License: CC BY-NC 4.0
Published Online: 01-06-2018
Copyright Statement: Copyright © 2018; The Author(s).
Aim: The aim of the study was to compare the plaque microbiota around prosthesis on natural tooth and on implants in healthy oral cavity. Materials and Methods: 15 participants with prosthesis on natural tooth and 15 participants with prosthesis on implants were enrolled based on the inclusion and exclusion criteria. Plaque samples were collected and transferred to 100?l of a universal bacterial lysis buffer containing 36% to 50% guanidine hydrochloride and stored in the refrigerator at 4°C until being processed for DNA extraction. Following the collection of the 30 samples, they were transported for the 16S rRNA amplification and sequencing. The sequenced data was then compared with reference bacterial gene sequences deposited in Human Oral Microbiome Database (www.homd.org) using Blast N program.
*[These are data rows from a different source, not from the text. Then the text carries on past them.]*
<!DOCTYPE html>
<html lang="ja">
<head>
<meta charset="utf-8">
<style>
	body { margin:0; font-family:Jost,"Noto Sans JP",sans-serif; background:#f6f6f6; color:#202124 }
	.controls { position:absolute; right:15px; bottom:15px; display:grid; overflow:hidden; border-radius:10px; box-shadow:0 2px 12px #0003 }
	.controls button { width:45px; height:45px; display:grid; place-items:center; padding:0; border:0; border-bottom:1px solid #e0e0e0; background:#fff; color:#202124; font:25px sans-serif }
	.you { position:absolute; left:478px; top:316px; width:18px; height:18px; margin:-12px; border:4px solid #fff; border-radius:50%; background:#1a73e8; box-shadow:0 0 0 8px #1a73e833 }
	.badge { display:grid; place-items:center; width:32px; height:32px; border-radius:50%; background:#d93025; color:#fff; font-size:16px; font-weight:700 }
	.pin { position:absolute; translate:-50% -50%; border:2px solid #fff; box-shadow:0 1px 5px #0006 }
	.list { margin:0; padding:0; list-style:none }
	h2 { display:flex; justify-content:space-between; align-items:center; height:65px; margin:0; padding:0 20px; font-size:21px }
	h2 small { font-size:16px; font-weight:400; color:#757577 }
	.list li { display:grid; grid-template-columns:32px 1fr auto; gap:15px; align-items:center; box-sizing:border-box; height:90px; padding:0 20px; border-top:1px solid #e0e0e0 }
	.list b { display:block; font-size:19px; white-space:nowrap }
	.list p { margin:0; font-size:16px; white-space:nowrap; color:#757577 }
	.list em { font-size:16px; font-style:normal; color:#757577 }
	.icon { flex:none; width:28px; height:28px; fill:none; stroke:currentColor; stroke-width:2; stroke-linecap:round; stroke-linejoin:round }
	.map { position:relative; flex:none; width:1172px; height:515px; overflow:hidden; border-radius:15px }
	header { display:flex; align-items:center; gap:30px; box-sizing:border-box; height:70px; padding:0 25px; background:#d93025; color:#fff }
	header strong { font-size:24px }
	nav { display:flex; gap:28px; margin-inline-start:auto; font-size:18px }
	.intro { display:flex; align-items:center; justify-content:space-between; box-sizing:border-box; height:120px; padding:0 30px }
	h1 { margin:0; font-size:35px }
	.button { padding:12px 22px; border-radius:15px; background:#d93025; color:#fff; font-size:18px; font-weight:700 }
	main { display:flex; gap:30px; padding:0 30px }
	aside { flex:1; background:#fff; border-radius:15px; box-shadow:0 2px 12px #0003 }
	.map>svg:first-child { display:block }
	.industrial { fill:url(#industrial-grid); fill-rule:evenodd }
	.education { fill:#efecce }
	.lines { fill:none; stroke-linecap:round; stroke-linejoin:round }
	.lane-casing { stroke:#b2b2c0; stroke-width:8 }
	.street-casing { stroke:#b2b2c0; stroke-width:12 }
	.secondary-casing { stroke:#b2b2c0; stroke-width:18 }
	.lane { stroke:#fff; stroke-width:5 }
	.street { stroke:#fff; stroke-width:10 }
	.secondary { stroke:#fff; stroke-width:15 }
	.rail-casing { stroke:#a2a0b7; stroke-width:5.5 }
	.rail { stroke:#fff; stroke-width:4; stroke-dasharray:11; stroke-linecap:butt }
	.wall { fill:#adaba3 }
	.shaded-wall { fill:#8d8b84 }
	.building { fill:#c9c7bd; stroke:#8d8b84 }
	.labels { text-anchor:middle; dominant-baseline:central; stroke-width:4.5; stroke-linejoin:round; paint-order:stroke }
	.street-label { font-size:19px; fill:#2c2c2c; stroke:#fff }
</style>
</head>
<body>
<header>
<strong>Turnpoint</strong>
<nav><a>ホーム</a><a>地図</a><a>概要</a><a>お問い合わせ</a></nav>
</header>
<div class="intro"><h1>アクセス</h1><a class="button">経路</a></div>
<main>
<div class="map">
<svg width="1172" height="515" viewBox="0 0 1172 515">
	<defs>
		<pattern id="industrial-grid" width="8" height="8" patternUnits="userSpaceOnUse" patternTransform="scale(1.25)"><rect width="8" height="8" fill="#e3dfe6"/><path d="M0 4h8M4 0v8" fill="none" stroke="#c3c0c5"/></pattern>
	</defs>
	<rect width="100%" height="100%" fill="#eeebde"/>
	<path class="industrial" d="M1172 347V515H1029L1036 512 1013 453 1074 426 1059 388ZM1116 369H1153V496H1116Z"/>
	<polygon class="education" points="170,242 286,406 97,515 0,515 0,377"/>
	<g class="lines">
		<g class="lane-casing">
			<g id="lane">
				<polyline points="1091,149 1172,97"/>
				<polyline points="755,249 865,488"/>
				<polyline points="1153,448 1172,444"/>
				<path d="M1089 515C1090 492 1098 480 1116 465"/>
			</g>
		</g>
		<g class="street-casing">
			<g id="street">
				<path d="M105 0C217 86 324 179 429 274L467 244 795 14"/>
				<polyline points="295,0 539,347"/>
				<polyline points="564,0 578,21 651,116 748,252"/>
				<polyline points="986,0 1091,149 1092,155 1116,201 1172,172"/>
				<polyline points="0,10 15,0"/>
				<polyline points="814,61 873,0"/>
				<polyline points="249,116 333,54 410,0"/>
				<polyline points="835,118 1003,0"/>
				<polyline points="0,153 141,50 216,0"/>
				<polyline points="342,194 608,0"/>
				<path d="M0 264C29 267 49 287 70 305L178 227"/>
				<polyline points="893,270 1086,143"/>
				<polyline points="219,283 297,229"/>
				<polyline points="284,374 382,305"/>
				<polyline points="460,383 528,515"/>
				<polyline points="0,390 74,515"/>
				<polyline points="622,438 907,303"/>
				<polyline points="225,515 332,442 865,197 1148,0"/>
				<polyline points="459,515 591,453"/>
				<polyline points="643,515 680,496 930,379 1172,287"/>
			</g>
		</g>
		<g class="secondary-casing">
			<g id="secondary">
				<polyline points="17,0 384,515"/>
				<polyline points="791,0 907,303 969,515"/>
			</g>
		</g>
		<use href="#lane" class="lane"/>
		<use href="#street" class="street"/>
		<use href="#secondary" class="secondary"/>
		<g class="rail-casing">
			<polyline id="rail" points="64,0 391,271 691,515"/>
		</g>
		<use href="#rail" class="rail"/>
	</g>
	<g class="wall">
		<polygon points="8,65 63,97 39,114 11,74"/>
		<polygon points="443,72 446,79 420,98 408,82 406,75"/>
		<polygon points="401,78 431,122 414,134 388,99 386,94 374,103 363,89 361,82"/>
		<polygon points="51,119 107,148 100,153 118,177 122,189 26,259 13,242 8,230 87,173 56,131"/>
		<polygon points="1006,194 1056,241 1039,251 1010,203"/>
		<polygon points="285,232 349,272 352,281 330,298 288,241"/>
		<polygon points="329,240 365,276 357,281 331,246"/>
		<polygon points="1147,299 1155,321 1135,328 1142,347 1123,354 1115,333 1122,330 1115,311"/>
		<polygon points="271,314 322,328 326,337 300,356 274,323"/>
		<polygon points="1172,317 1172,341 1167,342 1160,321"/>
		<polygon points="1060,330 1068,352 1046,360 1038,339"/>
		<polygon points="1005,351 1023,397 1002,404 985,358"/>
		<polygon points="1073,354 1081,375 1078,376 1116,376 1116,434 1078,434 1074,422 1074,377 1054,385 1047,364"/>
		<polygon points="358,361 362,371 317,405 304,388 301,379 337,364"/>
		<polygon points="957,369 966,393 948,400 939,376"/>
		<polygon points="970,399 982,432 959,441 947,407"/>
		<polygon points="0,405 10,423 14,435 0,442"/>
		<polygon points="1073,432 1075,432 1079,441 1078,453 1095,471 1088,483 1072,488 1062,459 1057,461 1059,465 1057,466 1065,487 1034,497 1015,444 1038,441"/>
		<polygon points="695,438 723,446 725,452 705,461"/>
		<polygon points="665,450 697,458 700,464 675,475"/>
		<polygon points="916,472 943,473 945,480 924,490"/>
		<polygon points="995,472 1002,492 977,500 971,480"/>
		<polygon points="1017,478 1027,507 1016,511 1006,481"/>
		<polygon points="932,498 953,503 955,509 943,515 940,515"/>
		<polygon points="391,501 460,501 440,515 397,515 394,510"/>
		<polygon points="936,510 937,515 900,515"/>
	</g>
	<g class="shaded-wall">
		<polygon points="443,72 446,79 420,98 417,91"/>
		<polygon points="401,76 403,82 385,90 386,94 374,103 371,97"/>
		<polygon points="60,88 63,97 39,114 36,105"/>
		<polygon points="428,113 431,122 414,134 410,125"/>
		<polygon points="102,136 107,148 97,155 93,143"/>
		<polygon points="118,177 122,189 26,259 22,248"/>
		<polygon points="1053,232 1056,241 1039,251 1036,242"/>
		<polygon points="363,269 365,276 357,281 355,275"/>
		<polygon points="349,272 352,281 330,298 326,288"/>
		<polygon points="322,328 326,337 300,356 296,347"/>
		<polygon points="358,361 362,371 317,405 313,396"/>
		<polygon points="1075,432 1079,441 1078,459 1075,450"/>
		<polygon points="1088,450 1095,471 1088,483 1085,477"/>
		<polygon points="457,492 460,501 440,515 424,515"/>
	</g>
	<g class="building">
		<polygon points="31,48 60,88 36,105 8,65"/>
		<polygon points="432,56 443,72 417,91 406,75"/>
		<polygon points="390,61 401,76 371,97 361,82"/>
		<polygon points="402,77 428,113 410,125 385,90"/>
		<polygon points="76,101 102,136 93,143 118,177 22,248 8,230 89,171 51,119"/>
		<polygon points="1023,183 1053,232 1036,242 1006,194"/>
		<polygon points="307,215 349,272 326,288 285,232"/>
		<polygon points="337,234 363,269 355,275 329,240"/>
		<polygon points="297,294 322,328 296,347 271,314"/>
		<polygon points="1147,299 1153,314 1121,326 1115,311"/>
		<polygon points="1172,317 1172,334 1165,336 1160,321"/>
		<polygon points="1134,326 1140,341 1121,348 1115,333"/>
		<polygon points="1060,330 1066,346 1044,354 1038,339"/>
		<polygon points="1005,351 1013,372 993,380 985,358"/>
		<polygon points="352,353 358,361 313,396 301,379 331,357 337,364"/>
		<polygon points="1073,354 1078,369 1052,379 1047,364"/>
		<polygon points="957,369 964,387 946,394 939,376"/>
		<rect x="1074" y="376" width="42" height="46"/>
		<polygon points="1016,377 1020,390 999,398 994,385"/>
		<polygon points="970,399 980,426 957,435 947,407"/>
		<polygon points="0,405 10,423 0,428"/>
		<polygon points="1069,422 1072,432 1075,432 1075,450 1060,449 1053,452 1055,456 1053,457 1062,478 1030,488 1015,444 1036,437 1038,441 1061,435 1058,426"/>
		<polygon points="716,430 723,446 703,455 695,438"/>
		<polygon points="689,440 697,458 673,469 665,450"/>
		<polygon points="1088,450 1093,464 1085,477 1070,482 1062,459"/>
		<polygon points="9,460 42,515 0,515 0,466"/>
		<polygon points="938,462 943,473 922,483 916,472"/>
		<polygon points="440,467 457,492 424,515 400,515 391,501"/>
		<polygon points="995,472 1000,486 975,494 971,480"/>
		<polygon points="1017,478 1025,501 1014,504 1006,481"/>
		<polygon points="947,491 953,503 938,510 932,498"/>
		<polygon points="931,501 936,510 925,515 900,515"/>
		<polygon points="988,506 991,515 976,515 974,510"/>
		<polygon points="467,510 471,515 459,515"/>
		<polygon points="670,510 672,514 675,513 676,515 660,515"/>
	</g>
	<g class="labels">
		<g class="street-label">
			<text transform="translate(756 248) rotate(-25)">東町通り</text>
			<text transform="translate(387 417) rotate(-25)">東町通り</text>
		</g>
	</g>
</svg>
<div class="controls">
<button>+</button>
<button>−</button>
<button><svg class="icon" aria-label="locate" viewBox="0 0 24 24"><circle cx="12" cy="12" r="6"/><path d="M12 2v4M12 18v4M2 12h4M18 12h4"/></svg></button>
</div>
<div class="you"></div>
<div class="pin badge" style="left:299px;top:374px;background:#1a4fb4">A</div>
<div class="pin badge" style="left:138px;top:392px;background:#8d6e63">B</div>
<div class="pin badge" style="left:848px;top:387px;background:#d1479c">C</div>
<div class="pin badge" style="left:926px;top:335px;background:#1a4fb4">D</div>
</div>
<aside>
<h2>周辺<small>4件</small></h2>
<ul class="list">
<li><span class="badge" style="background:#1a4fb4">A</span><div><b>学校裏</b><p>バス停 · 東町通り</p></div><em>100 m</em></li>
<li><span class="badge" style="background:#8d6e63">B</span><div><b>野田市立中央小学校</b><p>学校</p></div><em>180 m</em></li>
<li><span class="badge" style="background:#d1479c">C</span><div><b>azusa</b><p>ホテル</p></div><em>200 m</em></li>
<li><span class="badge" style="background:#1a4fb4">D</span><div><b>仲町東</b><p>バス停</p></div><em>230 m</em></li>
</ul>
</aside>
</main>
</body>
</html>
Finally, bacterial gene sequence having higher identity with the reference gene sequence was identified in both the groups and phylogenetic tree was drawn to compare the bacterial profile around prosthesis on natural tooth and on implants. Results: In the present study, the microorganisms dominated around prosthesis on natural tooth were Streptococcus sp., Fusobacterium sp., Corynebacterium sp., Micrococcus sp., Aeromonas sp., Leptotrichia sp., Dechloromonas sp. and around implants Streptococcus sp., Fusobacterium sp., Corynebacterium sp., Prevotella sp., Eikenella sp., Nisseria sp., Rothia sp., Aeromonas sp., Leptotrichia sp., Actinomyces sp. were identified. Conclusion: Our results suggest that while comparing the plaque profile around prosthesis on natural tooth and on implants, even in healthy oral conditions with plaque score of 0 - 1.9, the bacteria around implants tends to be of pathogenic in nature and hence the participants with implants are more likely susceptible to periodontal breakdown. This illustrates the need for supportive periodontal therapy and periodontal interventions at the earliest in patients with implants.